The performance measures used in this project are the number of targets, which falls within the prediction intervals, and the cost function, which is determined as the mean squared distance from the edge of the prediction intervals to the corresponding targets, for all the targets which fall outside the prediction intervals.

Implementation

The implementation of the methods described above is done in Matlab, and makes extensive use of the matlab programs developed by professor Yu Hen Hu[2], or modification of these programs. The main file is IntervalNN, which sets up all the parameters for training the 10 Neural Networks, scales the data and divides it into a training set and a test set. Then it calls NNfunction, which is a modified version of bp.m, and takes care of training a neural network with the given training data and returns the found weights and the training data predictions. Given the weights, the test set predictions are calculated, and this procedure is repeated 10 times. Then the mean and variances of the training and test predictions are determined along with the training and test errors. Finally all the values are saved in IntNNvar.mat and the program c_test is called.

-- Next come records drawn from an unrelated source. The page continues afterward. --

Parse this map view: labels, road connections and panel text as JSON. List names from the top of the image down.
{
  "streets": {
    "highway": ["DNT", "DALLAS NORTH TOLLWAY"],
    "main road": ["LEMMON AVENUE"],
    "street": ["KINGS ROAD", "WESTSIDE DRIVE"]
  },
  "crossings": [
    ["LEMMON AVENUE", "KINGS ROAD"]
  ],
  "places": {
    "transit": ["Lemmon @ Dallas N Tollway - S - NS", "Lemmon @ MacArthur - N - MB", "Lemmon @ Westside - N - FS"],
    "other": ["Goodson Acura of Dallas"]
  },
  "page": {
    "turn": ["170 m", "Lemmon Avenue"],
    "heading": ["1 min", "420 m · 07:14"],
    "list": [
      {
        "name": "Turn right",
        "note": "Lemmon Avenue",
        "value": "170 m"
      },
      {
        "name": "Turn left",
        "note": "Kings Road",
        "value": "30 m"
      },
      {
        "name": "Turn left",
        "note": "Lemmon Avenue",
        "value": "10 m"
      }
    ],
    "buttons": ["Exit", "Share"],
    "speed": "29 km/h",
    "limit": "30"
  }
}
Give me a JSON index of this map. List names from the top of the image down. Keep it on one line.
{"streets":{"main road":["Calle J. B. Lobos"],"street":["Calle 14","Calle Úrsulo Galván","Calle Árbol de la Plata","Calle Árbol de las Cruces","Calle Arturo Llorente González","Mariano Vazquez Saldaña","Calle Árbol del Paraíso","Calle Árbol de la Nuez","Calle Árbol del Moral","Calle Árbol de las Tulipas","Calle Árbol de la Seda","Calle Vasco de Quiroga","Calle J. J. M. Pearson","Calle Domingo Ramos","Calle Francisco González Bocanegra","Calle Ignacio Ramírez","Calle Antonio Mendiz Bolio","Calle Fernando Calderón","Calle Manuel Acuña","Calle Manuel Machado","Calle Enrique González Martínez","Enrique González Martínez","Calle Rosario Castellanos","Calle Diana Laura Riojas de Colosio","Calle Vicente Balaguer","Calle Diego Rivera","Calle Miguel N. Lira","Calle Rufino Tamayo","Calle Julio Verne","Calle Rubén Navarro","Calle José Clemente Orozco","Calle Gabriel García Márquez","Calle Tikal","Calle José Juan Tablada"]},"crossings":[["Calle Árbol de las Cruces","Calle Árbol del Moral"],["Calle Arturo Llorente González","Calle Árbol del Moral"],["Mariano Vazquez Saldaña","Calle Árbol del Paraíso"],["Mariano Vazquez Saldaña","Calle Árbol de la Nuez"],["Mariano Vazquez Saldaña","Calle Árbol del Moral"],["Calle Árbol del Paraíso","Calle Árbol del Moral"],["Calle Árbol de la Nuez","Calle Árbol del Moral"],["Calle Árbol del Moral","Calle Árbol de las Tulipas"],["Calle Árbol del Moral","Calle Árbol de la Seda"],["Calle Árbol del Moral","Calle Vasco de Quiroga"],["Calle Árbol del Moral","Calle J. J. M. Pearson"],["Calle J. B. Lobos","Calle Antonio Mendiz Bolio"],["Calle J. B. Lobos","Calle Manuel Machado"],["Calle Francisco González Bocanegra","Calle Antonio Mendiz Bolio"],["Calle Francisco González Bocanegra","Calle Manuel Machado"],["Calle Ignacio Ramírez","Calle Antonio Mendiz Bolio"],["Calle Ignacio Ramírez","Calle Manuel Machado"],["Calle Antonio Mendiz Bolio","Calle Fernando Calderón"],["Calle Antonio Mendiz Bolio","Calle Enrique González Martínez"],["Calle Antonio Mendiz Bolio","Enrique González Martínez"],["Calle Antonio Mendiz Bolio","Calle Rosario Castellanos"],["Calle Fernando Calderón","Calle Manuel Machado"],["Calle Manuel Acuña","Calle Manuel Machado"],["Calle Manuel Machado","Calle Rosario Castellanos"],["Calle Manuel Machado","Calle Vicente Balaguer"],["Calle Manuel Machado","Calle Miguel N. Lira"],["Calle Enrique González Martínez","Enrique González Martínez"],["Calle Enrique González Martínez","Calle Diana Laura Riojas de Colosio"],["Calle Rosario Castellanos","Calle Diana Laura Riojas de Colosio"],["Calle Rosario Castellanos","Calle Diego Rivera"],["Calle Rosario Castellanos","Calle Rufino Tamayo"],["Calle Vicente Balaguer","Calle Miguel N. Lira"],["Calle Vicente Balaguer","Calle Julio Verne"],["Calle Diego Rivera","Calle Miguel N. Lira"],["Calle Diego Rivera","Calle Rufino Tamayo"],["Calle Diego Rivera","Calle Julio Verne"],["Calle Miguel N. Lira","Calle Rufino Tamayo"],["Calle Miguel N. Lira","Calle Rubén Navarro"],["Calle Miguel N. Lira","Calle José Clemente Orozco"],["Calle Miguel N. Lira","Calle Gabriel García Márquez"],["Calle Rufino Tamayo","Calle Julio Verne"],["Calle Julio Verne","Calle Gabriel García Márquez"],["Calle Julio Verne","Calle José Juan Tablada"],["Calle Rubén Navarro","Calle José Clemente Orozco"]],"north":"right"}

In c_test the prediction intervals for the baseline method and the variance method are calculated, and the performance of these intervals on both the train and test data is found. Then the cluster centers of the training feature vectors are found using the function cluster.m, which is a modified version of clusterdemo.m by professor Yu Hen Hu, and the membership of each of the training features is determined using kmeantest.m also developed by professor Yu Hen Hu. Then the prediction intervals are formed, and the training performance evaluated, after which the same is done for the test set. The whole scheme is run multiple times for different number of cluster centers, so the performance can be compared.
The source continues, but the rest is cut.